(Collected data entries)
━━━━━━━━━━━━━━━━━━━━
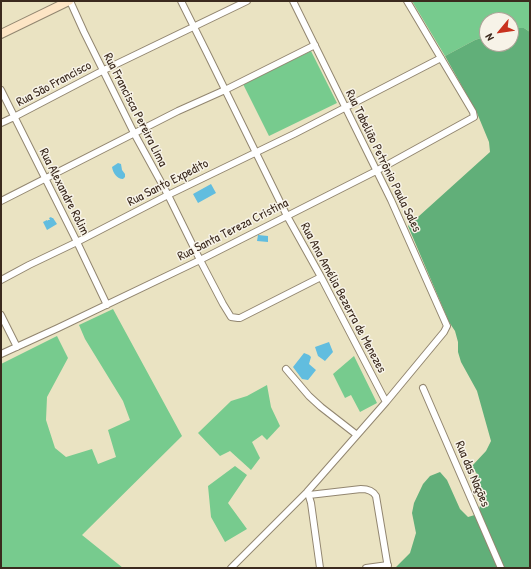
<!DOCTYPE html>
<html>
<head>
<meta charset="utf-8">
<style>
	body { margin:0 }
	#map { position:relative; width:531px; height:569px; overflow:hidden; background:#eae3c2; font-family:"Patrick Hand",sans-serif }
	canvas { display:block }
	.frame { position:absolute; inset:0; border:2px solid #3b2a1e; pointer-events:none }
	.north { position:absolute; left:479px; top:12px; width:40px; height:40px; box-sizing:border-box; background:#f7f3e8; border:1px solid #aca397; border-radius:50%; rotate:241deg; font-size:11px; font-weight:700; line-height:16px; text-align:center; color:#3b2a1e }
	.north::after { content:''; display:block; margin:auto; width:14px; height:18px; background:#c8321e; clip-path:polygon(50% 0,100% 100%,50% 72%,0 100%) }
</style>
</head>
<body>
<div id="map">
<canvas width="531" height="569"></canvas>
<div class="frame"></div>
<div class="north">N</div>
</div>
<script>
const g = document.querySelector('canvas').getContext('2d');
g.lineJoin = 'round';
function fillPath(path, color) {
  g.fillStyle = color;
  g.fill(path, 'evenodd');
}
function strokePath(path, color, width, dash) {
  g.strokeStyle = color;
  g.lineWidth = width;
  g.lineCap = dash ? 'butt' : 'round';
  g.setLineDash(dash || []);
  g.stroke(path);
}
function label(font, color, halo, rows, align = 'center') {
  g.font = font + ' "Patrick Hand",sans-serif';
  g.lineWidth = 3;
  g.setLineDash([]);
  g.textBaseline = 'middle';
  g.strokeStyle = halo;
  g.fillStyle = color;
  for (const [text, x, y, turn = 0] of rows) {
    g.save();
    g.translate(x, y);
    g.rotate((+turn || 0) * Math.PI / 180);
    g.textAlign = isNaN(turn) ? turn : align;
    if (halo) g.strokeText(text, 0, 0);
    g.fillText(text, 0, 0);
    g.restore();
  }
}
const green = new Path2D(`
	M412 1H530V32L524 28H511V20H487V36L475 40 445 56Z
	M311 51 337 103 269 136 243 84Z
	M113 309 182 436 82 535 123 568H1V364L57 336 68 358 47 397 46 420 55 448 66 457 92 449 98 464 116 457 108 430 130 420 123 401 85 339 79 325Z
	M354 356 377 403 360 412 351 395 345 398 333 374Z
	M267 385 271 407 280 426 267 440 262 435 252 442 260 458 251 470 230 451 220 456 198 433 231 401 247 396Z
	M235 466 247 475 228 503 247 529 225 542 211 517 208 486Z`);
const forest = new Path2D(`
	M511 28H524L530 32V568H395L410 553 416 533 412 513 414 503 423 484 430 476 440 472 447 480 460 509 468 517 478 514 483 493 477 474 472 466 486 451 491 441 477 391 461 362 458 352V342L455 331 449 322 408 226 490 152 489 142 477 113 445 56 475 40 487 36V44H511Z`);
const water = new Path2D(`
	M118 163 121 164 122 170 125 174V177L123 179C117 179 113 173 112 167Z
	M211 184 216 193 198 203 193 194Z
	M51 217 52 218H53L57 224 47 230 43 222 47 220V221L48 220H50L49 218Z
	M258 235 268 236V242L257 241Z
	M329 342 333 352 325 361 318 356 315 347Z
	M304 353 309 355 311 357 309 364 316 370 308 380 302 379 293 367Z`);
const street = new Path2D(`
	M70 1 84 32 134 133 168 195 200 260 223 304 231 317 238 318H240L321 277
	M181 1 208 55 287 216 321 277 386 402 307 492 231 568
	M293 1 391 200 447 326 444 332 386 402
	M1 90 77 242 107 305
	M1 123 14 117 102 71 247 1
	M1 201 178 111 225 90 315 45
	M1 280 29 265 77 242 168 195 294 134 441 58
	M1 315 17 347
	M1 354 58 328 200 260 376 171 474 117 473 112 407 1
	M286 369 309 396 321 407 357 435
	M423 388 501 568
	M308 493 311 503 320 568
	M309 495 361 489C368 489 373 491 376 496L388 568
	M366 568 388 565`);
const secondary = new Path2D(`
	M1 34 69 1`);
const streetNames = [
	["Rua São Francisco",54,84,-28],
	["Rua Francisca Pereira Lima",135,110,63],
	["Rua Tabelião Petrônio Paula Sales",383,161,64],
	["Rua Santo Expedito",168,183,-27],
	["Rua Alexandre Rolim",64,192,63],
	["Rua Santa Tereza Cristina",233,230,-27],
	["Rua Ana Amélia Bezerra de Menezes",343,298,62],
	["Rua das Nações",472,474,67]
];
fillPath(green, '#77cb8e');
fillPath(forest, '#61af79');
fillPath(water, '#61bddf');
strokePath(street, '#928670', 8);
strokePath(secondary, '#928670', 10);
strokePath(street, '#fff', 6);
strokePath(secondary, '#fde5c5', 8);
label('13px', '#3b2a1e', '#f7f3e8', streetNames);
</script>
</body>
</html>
━━━━━━━━━━━━━━━━━━━━
WORK TO COMPLETE
Lines with "position" in them are what the answer must contain; copy each from the records above.

SOLUTION TO THIS PROBLEM
	#map { position:relative; width:531px; height:569px; overflow:hidden; background:#eae3c2; font-family:"Patrick Hand",sans-serif }
	.frame { position:absolute; inset:0; border:2px solid #3b2a1e; pointer-events:none }
	.north { position:absolute; left:479px; top:12px; width:40px; height:40px; box-sizing:border-box; background:#f7f3e8; border:1px solid #aca397; border-radius:50%; rotate:241deg; font-size:11px; font-weight:700; line-height:16px; text-align:center; color:#3b2a1e }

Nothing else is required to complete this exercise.